Collected data entries
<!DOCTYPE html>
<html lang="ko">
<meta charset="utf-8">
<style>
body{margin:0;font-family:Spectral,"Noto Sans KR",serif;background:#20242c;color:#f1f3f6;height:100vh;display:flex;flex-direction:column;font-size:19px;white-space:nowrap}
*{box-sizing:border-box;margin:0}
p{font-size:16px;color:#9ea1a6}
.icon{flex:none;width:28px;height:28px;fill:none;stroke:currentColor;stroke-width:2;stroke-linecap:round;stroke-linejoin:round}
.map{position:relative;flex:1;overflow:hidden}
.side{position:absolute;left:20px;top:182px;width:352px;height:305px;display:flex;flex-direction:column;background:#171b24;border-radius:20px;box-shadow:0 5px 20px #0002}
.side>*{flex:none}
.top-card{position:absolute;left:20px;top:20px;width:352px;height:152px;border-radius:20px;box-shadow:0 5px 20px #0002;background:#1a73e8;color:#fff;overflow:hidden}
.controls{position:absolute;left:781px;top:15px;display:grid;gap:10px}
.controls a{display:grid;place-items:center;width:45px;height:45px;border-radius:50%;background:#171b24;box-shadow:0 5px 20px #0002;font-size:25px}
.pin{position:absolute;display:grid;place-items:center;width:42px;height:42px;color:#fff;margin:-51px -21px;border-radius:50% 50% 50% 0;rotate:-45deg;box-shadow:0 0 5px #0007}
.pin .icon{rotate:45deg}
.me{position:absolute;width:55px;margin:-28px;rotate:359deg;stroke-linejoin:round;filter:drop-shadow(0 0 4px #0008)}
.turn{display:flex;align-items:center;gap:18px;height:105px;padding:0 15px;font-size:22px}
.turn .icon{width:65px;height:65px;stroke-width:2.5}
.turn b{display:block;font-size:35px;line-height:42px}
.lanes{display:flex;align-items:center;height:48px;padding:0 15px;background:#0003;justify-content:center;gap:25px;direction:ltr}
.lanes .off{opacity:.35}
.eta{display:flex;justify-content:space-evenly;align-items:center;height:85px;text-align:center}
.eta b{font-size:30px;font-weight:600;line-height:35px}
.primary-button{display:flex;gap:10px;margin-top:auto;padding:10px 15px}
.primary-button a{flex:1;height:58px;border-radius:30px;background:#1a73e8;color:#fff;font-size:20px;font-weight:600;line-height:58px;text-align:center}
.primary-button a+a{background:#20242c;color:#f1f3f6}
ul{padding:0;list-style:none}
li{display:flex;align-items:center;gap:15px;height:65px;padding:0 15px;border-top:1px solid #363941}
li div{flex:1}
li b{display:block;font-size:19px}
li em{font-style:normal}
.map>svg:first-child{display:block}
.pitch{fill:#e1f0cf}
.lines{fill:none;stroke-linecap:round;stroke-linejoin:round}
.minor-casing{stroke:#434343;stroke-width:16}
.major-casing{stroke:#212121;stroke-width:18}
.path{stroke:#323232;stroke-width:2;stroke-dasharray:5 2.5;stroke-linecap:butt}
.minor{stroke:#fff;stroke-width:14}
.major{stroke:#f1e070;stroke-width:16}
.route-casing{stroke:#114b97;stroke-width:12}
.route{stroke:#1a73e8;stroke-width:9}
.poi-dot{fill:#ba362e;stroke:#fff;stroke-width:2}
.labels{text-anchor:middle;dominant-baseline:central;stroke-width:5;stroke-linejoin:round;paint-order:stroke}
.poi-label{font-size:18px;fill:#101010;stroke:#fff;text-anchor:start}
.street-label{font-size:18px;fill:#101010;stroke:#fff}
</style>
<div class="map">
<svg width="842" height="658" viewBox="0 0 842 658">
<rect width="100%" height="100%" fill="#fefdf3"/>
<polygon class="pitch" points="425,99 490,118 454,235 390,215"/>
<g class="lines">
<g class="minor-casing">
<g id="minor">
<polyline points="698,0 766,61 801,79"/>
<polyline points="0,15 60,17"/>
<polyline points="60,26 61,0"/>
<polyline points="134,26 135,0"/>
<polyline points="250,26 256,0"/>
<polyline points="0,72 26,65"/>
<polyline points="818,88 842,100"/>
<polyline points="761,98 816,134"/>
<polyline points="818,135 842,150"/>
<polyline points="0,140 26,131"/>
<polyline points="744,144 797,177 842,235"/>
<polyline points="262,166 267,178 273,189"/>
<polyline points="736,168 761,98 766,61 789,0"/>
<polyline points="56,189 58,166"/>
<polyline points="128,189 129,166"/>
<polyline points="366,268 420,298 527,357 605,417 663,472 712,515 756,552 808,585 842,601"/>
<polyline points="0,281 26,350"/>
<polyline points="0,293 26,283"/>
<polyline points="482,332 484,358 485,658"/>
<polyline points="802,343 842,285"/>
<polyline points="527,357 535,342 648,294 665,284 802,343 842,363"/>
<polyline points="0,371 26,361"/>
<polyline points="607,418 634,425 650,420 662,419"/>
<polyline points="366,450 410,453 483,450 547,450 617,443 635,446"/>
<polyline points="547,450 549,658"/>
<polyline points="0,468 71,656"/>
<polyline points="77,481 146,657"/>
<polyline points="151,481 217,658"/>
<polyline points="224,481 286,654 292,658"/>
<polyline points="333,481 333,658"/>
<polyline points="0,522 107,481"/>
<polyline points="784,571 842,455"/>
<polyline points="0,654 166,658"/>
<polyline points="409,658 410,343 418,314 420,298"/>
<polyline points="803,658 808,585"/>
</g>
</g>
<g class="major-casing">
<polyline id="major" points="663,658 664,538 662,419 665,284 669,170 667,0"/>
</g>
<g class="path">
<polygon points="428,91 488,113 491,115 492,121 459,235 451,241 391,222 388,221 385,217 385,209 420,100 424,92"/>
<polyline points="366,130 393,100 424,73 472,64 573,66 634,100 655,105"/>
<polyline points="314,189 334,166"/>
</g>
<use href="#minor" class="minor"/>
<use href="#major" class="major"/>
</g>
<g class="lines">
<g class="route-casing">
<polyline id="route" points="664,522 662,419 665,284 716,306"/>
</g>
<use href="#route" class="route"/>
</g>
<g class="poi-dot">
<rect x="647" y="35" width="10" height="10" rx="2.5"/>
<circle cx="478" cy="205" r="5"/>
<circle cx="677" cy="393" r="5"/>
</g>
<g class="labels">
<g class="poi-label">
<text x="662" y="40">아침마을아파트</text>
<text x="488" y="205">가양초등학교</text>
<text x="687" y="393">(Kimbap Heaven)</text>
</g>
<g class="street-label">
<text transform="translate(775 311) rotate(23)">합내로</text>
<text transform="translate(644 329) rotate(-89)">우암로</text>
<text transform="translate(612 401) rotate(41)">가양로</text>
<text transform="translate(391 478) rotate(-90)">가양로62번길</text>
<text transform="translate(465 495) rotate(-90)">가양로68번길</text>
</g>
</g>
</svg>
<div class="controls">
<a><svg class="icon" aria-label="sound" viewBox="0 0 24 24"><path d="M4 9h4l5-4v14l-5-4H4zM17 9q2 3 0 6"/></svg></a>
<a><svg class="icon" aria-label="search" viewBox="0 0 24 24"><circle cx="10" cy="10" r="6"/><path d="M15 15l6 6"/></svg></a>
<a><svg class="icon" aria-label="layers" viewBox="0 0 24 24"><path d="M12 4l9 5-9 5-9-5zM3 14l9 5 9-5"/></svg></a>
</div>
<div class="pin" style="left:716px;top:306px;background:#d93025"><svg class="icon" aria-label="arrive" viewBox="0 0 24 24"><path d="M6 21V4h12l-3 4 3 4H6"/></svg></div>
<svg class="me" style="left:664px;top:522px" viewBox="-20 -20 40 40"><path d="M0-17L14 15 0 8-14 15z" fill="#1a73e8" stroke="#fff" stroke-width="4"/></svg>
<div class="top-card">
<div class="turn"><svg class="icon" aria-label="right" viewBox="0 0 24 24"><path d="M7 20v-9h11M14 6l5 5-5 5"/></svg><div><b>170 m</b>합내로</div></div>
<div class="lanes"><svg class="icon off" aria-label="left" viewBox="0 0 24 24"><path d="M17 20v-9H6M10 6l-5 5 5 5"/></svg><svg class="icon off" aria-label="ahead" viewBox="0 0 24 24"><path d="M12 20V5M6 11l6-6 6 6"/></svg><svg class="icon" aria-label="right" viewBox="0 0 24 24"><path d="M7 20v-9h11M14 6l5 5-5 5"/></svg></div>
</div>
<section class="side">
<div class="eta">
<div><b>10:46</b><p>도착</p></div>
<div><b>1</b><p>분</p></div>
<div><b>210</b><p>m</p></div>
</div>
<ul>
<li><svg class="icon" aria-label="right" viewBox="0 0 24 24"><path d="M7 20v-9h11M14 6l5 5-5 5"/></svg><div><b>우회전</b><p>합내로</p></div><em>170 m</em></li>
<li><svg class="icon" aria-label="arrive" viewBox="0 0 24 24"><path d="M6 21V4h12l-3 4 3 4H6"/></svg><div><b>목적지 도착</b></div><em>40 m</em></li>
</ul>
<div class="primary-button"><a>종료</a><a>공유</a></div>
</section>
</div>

• [Instructions for the task]:
The result should be every line that contains "place", copied from the entries.

• [Written reply]:
.controls a{display:grid;place-items:center;width:45px;height:45px;border-radius:50%;background:#171b24;box-shadow:0 5px 20px #0002;font-size:25px}
.pin{position:absolute;display:grid;place-items:center;width:42px;height:42px;color:#fff;margin:-51px -21px;border-radius:50% 50% 50% 0;rotate:-45deg;box-shadow:0 0 5px #0007}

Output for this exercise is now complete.